◆ INPUT FOR THIS TASK
----
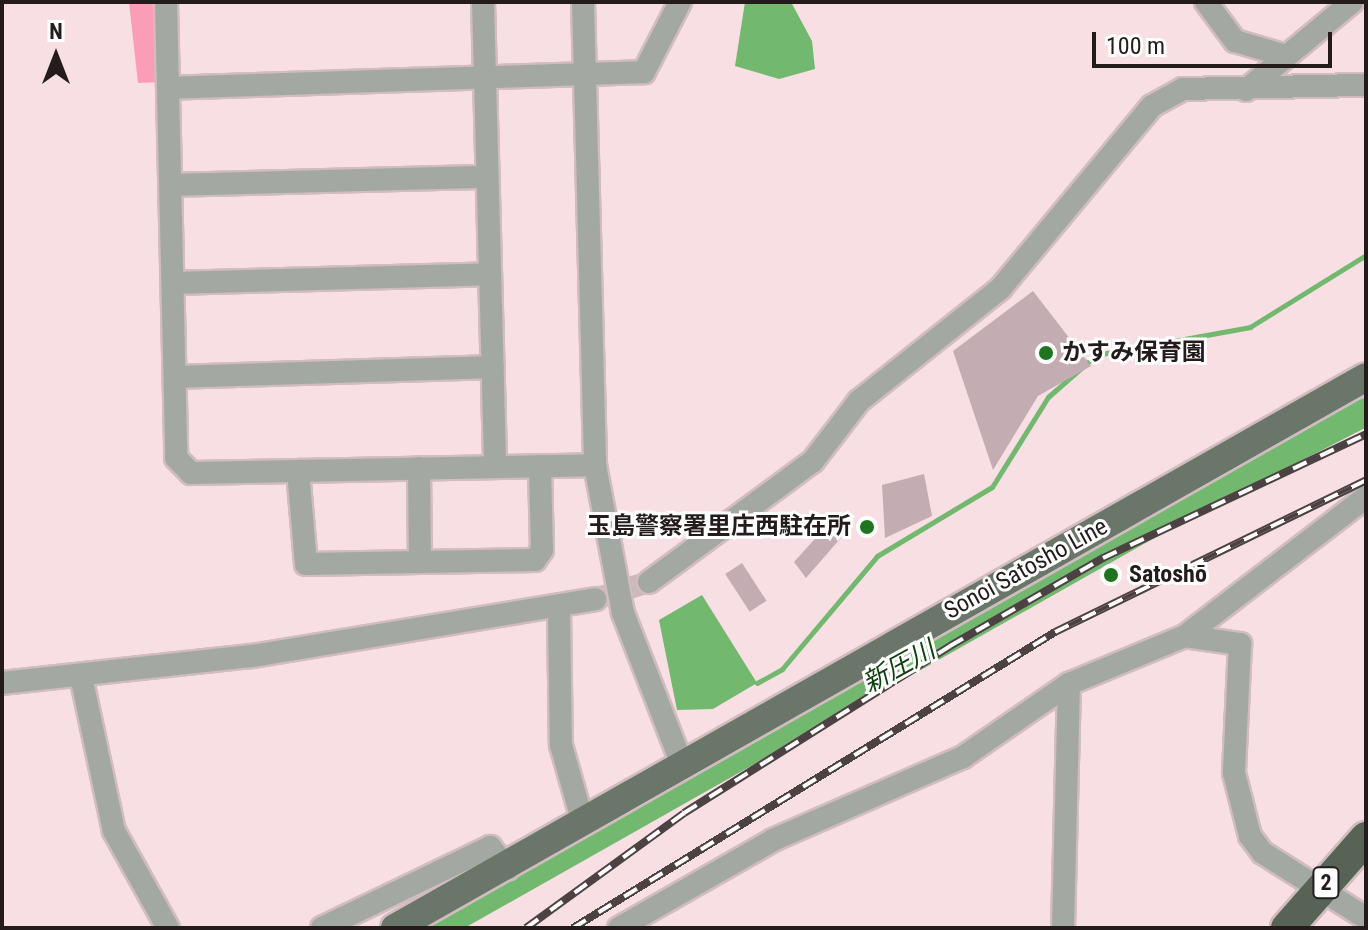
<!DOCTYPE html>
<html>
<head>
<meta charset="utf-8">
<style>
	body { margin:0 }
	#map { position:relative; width:1368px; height:930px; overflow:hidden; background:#f7dfe4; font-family:"Roboto Condensed","Noto Sans JP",sans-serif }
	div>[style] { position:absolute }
	.green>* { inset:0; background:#fb9db6 }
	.water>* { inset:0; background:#72b86e }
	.stream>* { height:5px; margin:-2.5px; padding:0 2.5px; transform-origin:2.5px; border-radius:2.5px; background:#72b86e }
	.river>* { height:28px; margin:-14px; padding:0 14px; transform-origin:14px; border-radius:14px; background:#72b86e }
	.building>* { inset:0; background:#c4adb2; transform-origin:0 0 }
	.minor-tunnel>* { height:22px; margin-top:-11px; transform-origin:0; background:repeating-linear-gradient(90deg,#cdb8bc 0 22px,transparent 0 33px) }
	.roads { filter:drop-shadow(2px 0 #d1bcc0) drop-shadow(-2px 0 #d1bcc0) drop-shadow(0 2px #d1bcc0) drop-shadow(0 -2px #d1bcc0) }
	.minor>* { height:22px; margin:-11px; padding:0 11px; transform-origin:11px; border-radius:11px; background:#a3a9a2 }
	.major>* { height:28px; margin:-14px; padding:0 14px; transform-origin:14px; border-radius:14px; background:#6a7669 }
	.highway>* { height:32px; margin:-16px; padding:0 16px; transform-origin:16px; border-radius:16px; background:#566355 }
	.rail>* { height:8px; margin-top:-4px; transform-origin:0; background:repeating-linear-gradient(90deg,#fff 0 15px,#4c4143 0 30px); box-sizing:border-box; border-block:2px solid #4c4143 }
	.dots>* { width:22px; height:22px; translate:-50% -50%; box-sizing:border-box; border:4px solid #fff; border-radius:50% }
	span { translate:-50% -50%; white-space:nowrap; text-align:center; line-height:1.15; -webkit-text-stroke:6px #fff; paint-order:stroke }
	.shield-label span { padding:2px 6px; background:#fff; border:2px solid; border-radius:6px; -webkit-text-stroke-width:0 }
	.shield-label { font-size:22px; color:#231b1c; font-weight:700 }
	.poi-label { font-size:24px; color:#231b1c; font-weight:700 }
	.left { translate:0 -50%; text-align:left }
	.right { translate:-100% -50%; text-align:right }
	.street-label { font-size:24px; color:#231b1c }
	.water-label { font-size:26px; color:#0f410f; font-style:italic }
	.frame { position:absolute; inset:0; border:4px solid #231b1c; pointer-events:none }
	.north { position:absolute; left:16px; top:16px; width:80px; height:80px; -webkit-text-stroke:6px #fff; paint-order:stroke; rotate:0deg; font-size:22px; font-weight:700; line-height:32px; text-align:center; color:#231b1c }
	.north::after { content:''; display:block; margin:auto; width:28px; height:36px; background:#231b1c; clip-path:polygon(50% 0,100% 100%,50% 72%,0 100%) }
	.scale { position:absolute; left:1092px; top:32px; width:240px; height:36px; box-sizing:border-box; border:4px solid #231b1c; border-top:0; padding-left:10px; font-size:24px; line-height:28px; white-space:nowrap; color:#231b1c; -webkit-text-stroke:6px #fff; paint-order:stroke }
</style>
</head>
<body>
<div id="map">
	<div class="green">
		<div style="clip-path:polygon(129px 2px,161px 2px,162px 82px,138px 83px)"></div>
	</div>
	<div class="water">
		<div style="clip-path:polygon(745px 2px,791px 2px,812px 41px,815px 69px,779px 79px,735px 66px)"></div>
		<div style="clip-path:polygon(702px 595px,757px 683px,713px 709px,677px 710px,659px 620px)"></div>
	</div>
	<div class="stream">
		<div style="left:757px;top:683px;width:29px;rotate:-29deg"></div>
		<div style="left:782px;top:669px;width:148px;rotate:-49.9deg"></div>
		<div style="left:877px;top:556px;width:134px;rotate:-31deg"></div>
		<div style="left:992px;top:487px;width:106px;rotate:-58.1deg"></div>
		<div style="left:1048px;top:397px;width:64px;rotate:-41.2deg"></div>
		<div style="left:1096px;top:355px;width:157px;rotate:-10.3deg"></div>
		<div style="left:1250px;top:327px;width:137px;rotate:-31.8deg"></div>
	</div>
	<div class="river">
		<div style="left:436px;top:928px;width:862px;rotate:-29.48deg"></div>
		<div style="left:1186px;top:504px;width:202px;rotate:-27.1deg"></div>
	</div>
	<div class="building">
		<div style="clip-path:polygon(1033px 291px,1091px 366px,1038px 396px,993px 470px,953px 351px)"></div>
		<div style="clip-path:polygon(924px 474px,932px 516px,885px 538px,882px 485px)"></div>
		<div style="clip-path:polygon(831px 521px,846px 532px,806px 578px,794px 562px)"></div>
		<div style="left:742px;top:563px;width:45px;height:20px;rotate:57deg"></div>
	</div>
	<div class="minor-tunnel">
		<div style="left:595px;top:599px;width:57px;rotate:-17.5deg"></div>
	</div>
	<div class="roads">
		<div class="minor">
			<div style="left:166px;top:2px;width:456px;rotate:88.7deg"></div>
			<div style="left:176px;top:458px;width:21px;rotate:45deg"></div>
			<div style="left:191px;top:473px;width:404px;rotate:-1.1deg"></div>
			<div style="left:483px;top:2px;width:464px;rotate:88.5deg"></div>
			<div style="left:583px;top:2px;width:463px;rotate:88.5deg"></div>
			<div style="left:595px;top:465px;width:151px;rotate:79.3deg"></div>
			<div style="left:623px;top:613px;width:162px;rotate:68.7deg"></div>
			<div style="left:1206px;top:2px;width:49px;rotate:53.4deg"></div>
			<div style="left:1235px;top:41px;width:50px;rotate:16.3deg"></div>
			<div style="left:168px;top:88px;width:476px;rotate:-1.9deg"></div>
			<div style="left:644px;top:72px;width:79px;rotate:-62.8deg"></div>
			<div style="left:1246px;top:90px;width:138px;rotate:-39.7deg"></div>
			<div style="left:171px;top:185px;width:316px;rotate:-1.5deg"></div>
			<div style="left:175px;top:283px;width:314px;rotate:-1.6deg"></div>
			<div style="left:176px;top:377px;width:317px;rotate:-1.8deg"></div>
			<div style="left:419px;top:468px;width:94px;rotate:89.4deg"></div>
			<div style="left:298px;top:471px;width:93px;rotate:85.1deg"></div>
			<div style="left:306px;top:564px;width:229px;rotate:-1deg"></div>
			<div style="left:535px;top:560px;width:12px;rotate:-55deg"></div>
			<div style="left:542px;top:550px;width:84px;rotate:-91.4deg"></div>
			<div style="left:649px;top:582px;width:204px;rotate:-36.4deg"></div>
			<div style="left:813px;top:461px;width:76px;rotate:-52.5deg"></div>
			<div style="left:859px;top:401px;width:180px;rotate:-38.5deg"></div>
			<div style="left:1000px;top:289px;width:238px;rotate:-50.3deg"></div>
			<div style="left:1152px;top:106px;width:35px;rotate:-29deg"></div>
			<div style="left:1183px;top:89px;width:183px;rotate:-1.3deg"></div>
			<div style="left:559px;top:610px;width:135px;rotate:89.2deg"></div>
			<div style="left:561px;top:745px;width:81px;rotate:74.2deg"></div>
			<div style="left:1185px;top:636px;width:56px;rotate:8.3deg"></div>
			<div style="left:1240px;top:644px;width:129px;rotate:92.7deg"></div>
			<div style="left:1234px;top:773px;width:65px;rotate:75.7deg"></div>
			<div style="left:1250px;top:836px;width:21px;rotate:53deg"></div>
			<div style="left:1263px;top:853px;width:122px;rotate:32.3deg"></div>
			<div style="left:81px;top:676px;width:158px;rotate:78deg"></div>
			<div style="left:114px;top:831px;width:111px;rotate:60.9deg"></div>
			<div style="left:2px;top:683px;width:251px;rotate:-6.2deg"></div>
			<div style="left:252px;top:656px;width:348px;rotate:-9.4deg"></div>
			<div style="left:322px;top:928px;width:187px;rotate:-25.7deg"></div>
			<div style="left:490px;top:847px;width:28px;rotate:51deg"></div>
			<div style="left:619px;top:928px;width:177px;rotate:-29.7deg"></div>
			<div style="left:773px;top:840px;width:207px;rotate:-23.6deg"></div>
			<div style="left:963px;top:757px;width:129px;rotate:-34.6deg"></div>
			<div style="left:1069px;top:684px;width:126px;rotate:-22.5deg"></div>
			<div style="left:1185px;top:636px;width:228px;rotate:-37.5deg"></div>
			<div style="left:1063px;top:928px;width:244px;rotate:-88.6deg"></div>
		</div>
		<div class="major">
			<div style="left:395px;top:928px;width:1116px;rotate:-29.57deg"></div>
		</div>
		<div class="highway">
			<div style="left:1287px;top:928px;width:120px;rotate:-48.7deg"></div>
		</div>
	</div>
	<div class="rail">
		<div style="left:526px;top:928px;width:195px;rotate:-36deg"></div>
		<div style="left:684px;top:813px;width:314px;rotate:-32.1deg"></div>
		<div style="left:950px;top:646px;width:177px;rotate:-29.9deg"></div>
		<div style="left:1103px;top:558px;width:291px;rotate:-25.2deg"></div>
		<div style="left:573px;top:928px;width:566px;rotate:-31.55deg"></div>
		<div style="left:1055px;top:632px;width:346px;rotate:-26deg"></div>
	</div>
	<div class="dots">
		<div style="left:1046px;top:353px;background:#1f741f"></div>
		<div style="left:867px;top:527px;background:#1f741f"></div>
		<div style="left:1111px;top:575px;background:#1f741f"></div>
	</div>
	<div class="shield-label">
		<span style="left:1326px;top:883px">2</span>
	</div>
	<div class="poi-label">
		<span class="left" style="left:1062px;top:353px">かすみ保育園</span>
		<span class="right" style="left:851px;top:527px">玉島警察署里庄西駐在所</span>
		<span class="left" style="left:1129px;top:575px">Satoshō</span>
	</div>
	<div class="street-label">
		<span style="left:1026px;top:569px;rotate:-29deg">Sonoi Satosho Line</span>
	</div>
	<div class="water-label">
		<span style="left:899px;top:667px;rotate:-29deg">新圧川</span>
	</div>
	<div class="frame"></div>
	<div class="north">N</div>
	<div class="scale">100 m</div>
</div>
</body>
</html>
----
Gather each line of the listing that holds the string "stream".

◆ PROBLEM SOLUTION
	.stream>* { height:5px; margin:-2.5px; padding:0 2.5px; transform-origin:2.5px; border-radius:2.5px; background:#72b86e }
	<div class="stream">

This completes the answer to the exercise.